The dominant resident symbiont type did not explain the variable bleaching among colonies of the same alcyonacean species and the occurrence of bleached and unbleached sections within colonies resulting from the thermal stress in 1998. Bleached colonies occurred beside normally pigmented conspecifics with the same symbiont type. Bleached and unbleached colonies hosting the same symbiont type were also found in three scleractinian coral species (Stylophora pistillata, Acropora millepora, and A. tenuis) several months following the 2002 bleaching event on the GBR (van Oppen et al. 2005a).

In cases of partial colony bleaching, there was no indication that different Symbiodinium populations explained the occurrence of bleached or unbleached tissues. This was not surprising since most soft corals appear to possess homogenous symbiont populations that remain stable over many years (LaJeunesse 2002; Goulet and Coffroth 2003a, b, 2004; LaJeunesse et al. 2003; Santos et al. 2003; LaJeunesse et al. 2004a; Strychar et al. 2005). Symbiont homogeneity within a colony has been reported for Sarcophyton ehrenbergi and Sinularia sp. in the GBR (Strychar et al. 2005), Plexaura kuna in the Caribbean (Goulet and Coffroth 2003a), and in bleached and unbleached sides of the scleractinian coral Goniastrea aspera in Thailand (Brown et al. 2002b).

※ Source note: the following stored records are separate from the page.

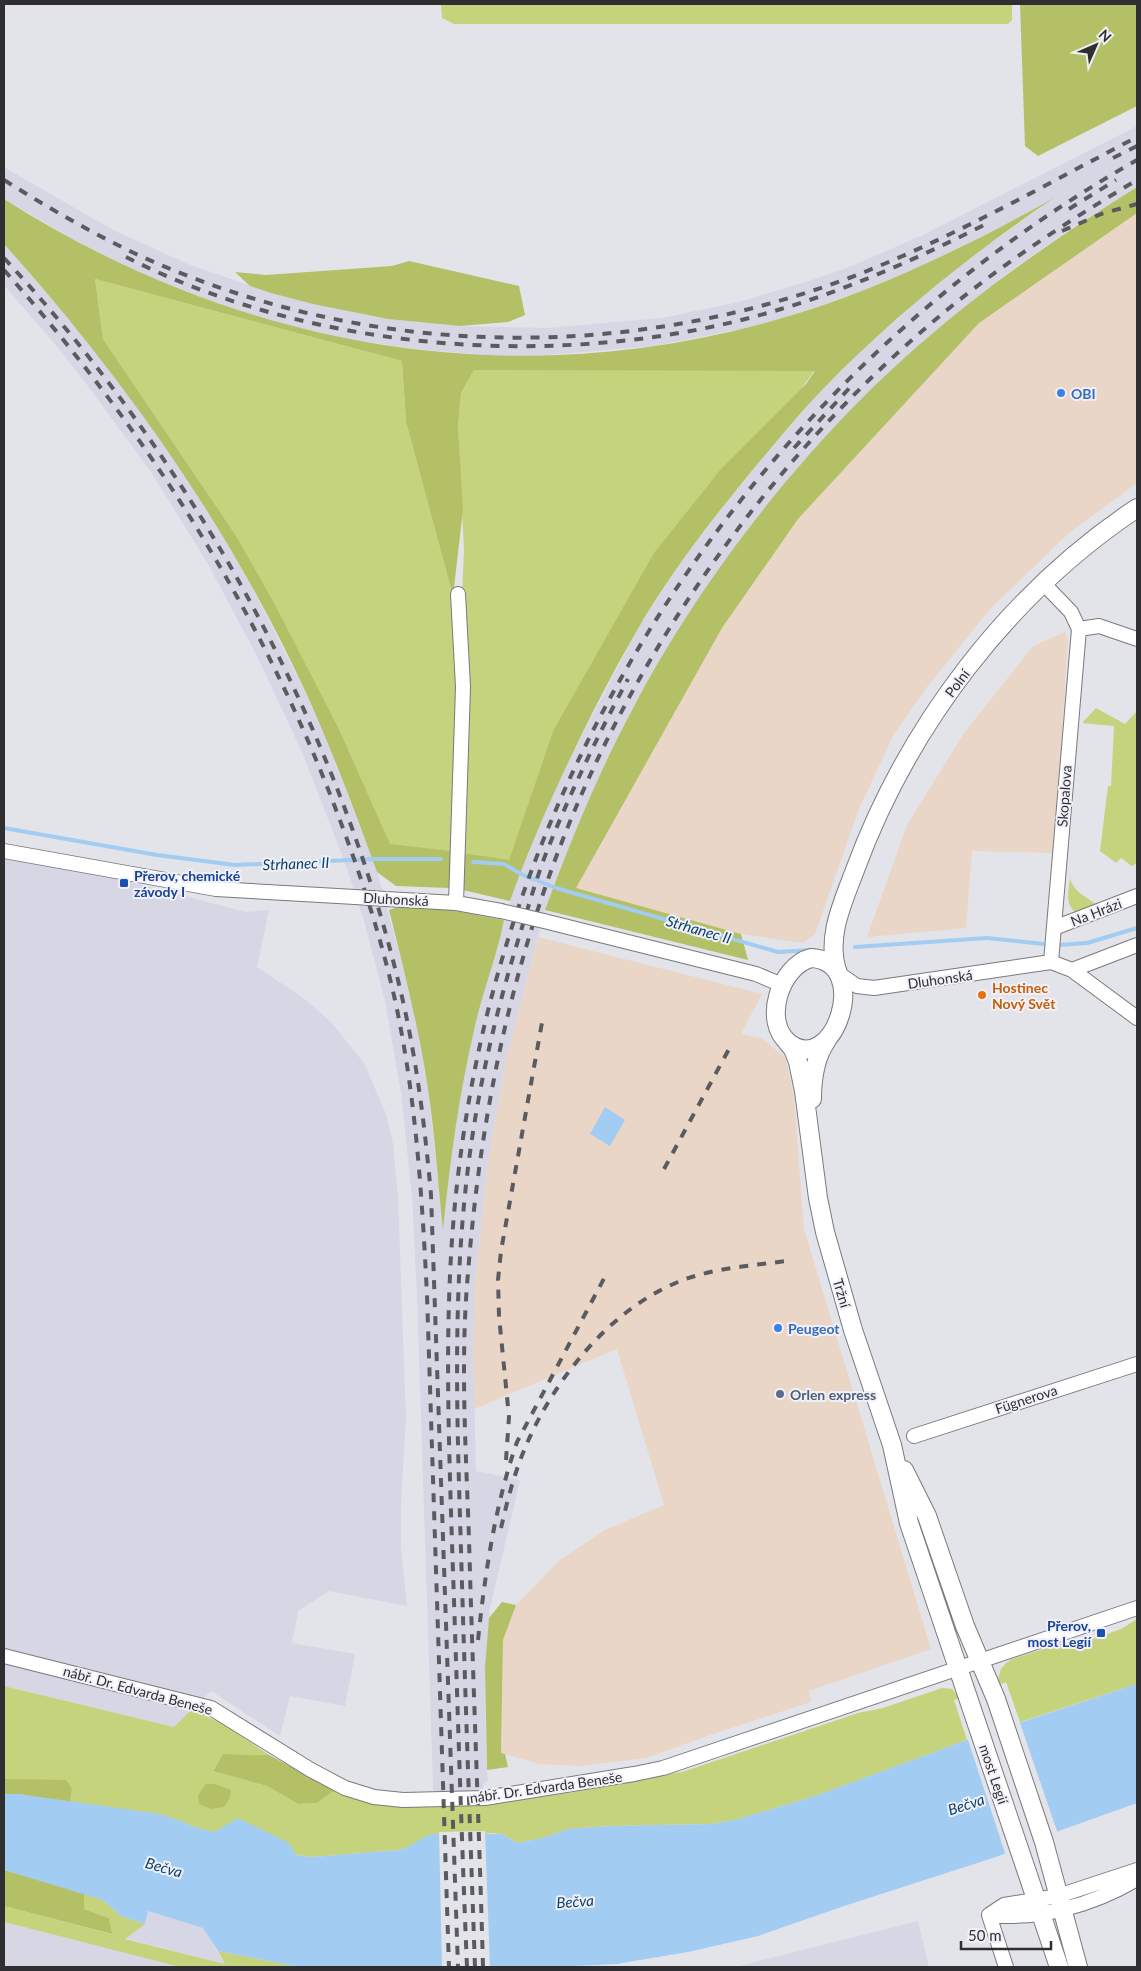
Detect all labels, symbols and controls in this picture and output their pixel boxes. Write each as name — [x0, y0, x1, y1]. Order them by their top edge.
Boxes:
north arrow — [1071, 20, 1121, 70]
text: N — [1096, 26, 1115, 45]
place label: OBI — [1071, 385, 1096, 402]
marker: OBI — [1055, 387, 1067, 399]
street label: Polní — [941, 665, 973, 700]
street label: Skopalova — [1053, 764, 1075, 828]
water label: Strhanec II — [262, 853, 330, 873]
place label: Přerov, chemické závody I — [134, 867, 241, 900]
marker: Přerov, chemické závody I — [118, 877, 130, 889]
street label: Dluhonská — [363, 889, 429, 909]
street label: Na Hrázi — [1068, 895, 1124, 929]
water label: Strhanec II — [664, 911, 734, 947]
street label: Dluhonská — [906, 966, 974, 992]
place label: Hostinec Nový Svět — [992, 979, 1056, 1012]
marker: Hostinec Nový Svět — [976, 989, 988, 1001]
street label: Tržní — [830, 1276, 855, 1310]
place label: Peugeot — [788, 1320, 840, 1337]
marker: Peugeot — [772, 1322, 784, 1334]
street label: Fügnerova — [993, 1381, 1059, 1417]
place label: Orlen express — [790, 1386, 876, 1403]
marker: Orlen express — [774, 1388, 786, 1400]
place label: Přerov, most Legií — [1028, 1617, 1092, 1650]
marker: Přerov, most Legií — [1095, 1627, 1107, 1639]
street label: nábř. Dr. Edvarda Beneše — [61, 1662, 215, 1718]
street label: most Legií — [976, 1742, 1012, 1807]
street label: nábř. Dr. Edvarda Beneše — [469, 1768, 623, 1806]
water label: Bečva — [945, 1790, 987, 1818]
water label: Bečva — [144, 1853, 185, 1881]
water label: Bečva — [556, 1891, 595, 1911]
scale bar — [961, 1918, 1051, 1950]
text: 50 m — [968, 1926, 1002, 1944]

Differential tolerance to stress among cnidarian species, irrespective of the Symbiodinium they host, may explain differences in bleaching (Gates and Edmunds 1999; Loya et al. 2001; Bhagooli and Hidaka 2004). Coupled with differences in life history, such as colony growth rate, these between-species differences may explain species survivorship and abundance on a reef. For example, S. flexibilis maintained its dominance of some inshore reefs in the GBR following the 1998 bleaching event due to successful asexual propagation (Bastidas et al. 2001). Furthermore, contrasting microhabitat properties (especially through shading from neighboring corals, and differences in the water flow regime) or genetic differences among individual colonies of the same species may also influence bleaching patterns (Edmunds 1994; D’Croz and Maté 2004). Finally, acclimatization can also influence bleaching susceptibility (Brown et al. 2002a; D’Croz and Maté 2004). In Thailand, the sides of G. aspera colonies that were either sun-exposed or shaded during emersion at low tide contained different levels of host heat shock proteins and the antioxidant-enzyme copper zinc superoxidase dismutase (Brown et al. 2002a). The potential for physiological differences among alcyonaceans, and how different taxa may respond differently to stressors, requires further examination (Strychar et al. 2005).

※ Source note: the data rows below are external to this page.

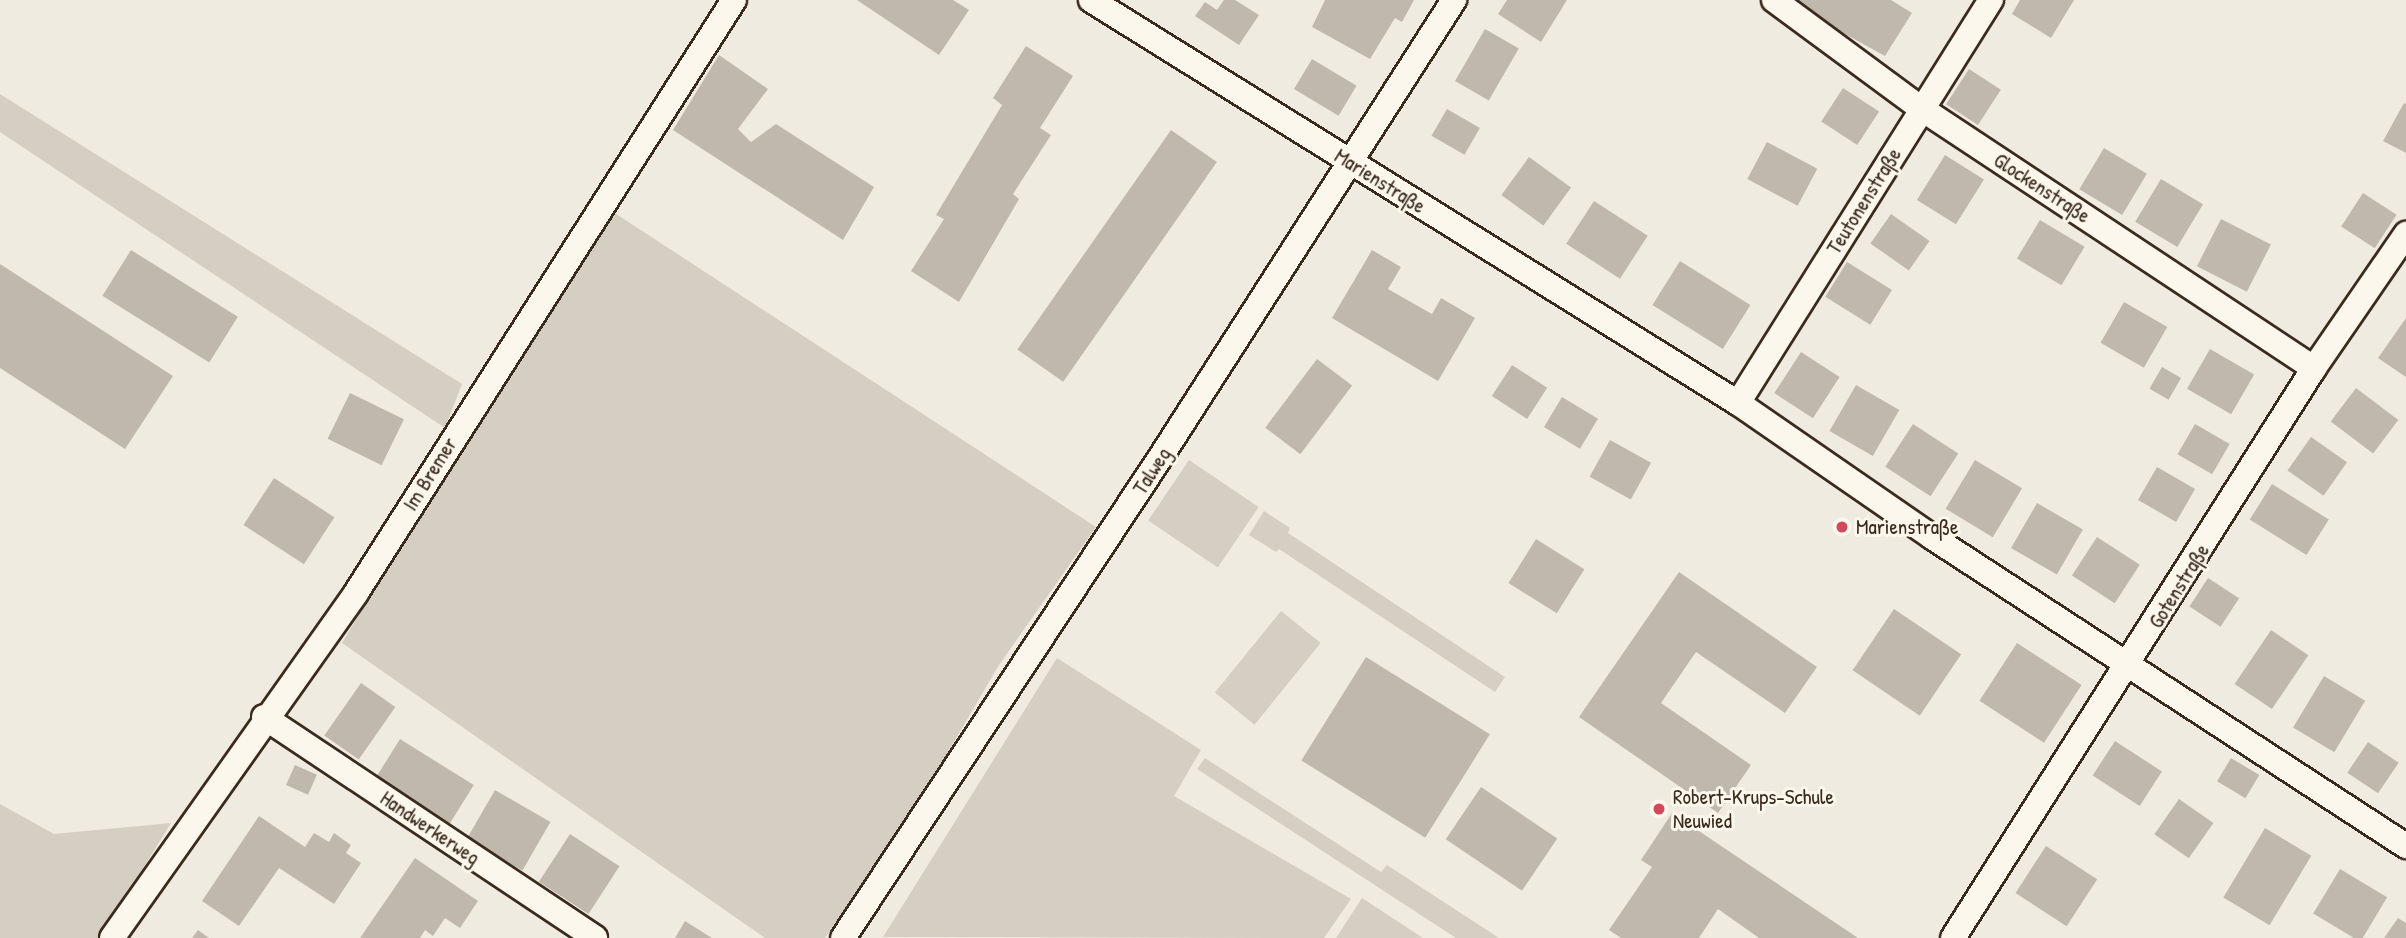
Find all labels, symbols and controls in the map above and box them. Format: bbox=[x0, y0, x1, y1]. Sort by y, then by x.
street label: Marienstraße bbox=[1330, 143, 1430, 219]
street label: Teutonenstraße bbox=[1821, 143, 1907, 259]
street label: Glockenstraße bbox=[1989, 147, 2095, 229]
street label: Im Bremer bbox=[398, 433, 462, 515]
street label: Talweg bbox=[1128, 443, 1176, 499]
place label: Marienstraße bbox=[1856, 514, 1958, 540]
marker: Marienstraße bbox=[1834, 519, 1850, 535]
street label: Gotenstraße bbox=[2143, 539, 2215, 633]
place label: Robert-Krups-Schule Neuwied bbox=[1673, 784, 1834, 834]
street label: Handwerkerweg bbox=[375, 786, 485, 870]
marker: Robert-Krups-Schule Neuwied bbox=[1651, 801, 1667, 817]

The determinants of severe bleaching among alcyonacean corals appear to be complex. Symbiont genetic identity, while important for some host taxa, could not explain the variability in bleaching response within and between many soft coral species. Since specificity and stability in cnidarian–dinoflagellate symbioses are common (Rodriguez-Lanetty et al. 2003, 2004; LaJeunesse et al. 2005; Goulet 2006; Thornhill et al. 2006b), especially among octocorals (Goulet and Coffroth 2003b, 2004; Santos et al. 2003; Kirk et al. 2005; Goulet et al. 2008), rapid environmental changes may not lead to new symbiotic combinations in alcyonaceans. The physiological resiliency of host and symbiont under their current range of partner combinations may limit their potential for surviving acute environmental stress.